Frenkel line crossover of confined supercritical fluids
K Ghosh and CV Krishnamurthy, SCIENTIFIC REPORTS, 9, 14872 (2019).
We investigate the temperature evolution of dynamics and structure of partially confined Lennard Jones (LJ) fluids in supercritical phase along an isobaric line in the P-T phase diagram using molecular dynamics simulations. We compare the Frenkel line (FL) crossover features of partially confined LJ fluids to that of the bulk LJ fluids in supercritical phase. Five different spacings have been chosen in this study and the FL crossover characteristics have been monitored for each of these spacings for temperatures ranging from 240 K to 1500 K keeping the pressure fixed at 5000 bar. We characterize the FL crossover using density of states (DoS) function and find that partially confined supercritical fluids (SCF) exhibit a progressive shift of FL crossover point to higher temperatures for smaller spacings. While the DoS perpendicular to the walls shows persistent oscillatory modes, the parallel component exhibits a smooth crossover from an oscillatory to non-oscillatory characteristics representative of FL crossover.
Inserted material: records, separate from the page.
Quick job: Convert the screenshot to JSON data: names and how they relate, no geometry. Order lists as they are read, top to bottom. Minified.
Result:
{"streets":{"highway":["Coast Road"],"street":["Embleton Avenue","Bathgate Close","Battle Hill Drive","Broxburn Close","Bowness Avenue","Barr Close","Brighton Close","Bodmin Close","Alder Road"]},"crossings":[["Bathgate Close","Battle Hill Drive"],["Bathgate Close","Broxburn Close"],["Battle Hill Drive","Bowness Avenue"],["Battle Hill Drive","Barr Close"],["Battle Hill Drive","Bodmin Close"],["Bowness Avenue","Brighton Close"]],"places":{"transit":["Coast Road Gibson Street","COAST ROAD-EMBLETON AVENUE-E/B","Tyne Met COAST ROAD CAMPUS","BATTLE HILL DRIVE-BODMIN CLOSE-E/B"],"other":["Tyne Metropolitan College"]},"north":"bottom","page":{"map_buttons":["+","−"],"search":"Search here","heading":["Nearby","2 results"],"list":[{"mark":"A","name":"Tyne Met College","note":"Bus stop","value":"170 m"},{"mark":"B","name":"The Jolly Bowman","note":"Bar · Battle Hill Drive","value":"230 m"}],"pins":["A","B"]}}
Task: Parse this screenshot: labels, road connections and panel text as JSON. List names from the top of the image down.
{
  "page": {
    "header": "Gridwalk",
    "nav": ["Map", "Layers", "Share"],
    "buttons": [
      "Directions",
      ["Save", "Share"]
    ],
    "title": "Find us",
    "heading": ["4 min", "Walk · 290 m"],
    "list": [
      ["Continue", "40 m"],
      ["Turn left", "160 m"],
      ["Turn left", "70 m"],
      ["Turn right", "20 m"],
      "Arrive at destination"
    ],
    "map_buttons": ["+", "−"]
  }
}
We find that the vanishing of peaks in DoS parallel to the walls indicates that the SCF no longer supports shear mode excitations and could serve as an identifier of the FL crossover for confined systems just as is done for the bulk. Layer heights of density profiles, self-diffusivity and the peak heights of radial distribution function parallel to the walls also feature the FL crossover consistent with the DoS criteria. Surprisingly, self-diffusivity undergoes an Arrhenius to super-Arrhenius crossover at low temperatures for smaller spacings as a result of enhanced structural order evidenced via pair-excess entropy. This feature, typical of glass- forming liquids and binary supercooled liquids, is found to develop from the glass-like characteristic slowdown and strong caging in confined supercritical fluid, evidenced via mean squared displacement and velocity autocorrelation function respectively, over intermediate timescales.